こんな光景を見たことがある気がした。おそらく、本当に俺が大学生だった頃だろう。
俺はかぶりを振って茂る葉に縁取られた遠い青空を見上げた。
いかにも日本の真冬の原風景だ。
枯れた木々は陽光でさらに白くなり、葉脈に薄っすらと残る雪と相まって焼き払われた後の灰のようだ。
木々の向こうには赤茶けてところどころが千切れたフェンスがあり、その向こうに廃線の古い線路があった。
「思ってたより寂れてますね」
「俺が二年前に来たときも廃線だったからな。工事もされないで廃れる一方だろ」
かつて駅舎があった形跡の、鉄柱に斜めの木板をつけただけの屋根も二年前と何ひとつ変わらない。
金網にスズランテープで結びつけた即席の看板が揺れている。雨除けのビニールは黄色く変色してズタボロになり、中の画用紙までふやけて紙くずのようだ。
爛れたような藍色のマジックペンの文字は「本線」「当駅」「臨時」だけがかろうじて読めた。
フェンスの向こうに廃線の線路がある。
道の上に盛られた土砂の山と、錆びて元の色がわからなくなったブルドーザー、散乱した丸太。土の塊の上部から赤い二本の杖のようなものが露出していた。なぜか直感で鳥居だと思った。

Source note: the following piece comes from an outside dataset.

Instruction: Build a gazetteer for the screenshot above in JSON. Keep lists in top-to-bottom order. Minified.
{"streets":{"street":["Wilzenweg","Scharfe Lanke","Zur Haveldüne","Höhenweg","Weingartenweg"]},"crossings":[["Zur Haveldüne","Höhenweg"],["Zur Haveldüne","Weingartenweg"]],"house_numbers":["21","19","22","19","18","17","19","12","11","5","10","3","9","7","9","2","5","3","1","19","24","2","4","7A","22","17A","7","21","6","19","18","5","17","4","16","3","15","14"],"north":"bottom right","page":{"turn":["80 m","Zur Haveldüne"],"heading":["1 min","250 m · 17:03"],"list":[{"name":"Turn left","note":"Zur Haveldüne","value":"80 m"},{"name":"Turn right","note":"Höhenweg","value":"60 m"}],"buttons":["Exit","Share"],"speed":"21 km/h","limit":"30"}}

「あっ、見てください。あそこ、何かがありますよ」少し先を歩いていた宮木が正面の山の頂付近を指した。
「何だ?」
指の先に目を凝らすと、茶色の山の間から巨大な白い像の頭が突き出していた。頭からヴェールをかぶっているが、布のひだは何の芸もなく等間隔で粗雑に彫られ、アコーディオンカーテンのようだ。
目や鼻や唇に見える凹凸も下書きなしで彫ったのかと思うほどぼんやりしている。
「観音像、いや、違うな。聖母マリア像みたいなもんか」
「マリア観音っていうのもありますよね。昔、キリシタンが弾圧されていた時代に聖母像を作れないから、一見観音様に見えるようにしたっていう」
確かに素人が作ったようで、信仰の対象もわかりにくい。報告書にあった一文が頭をよぎった。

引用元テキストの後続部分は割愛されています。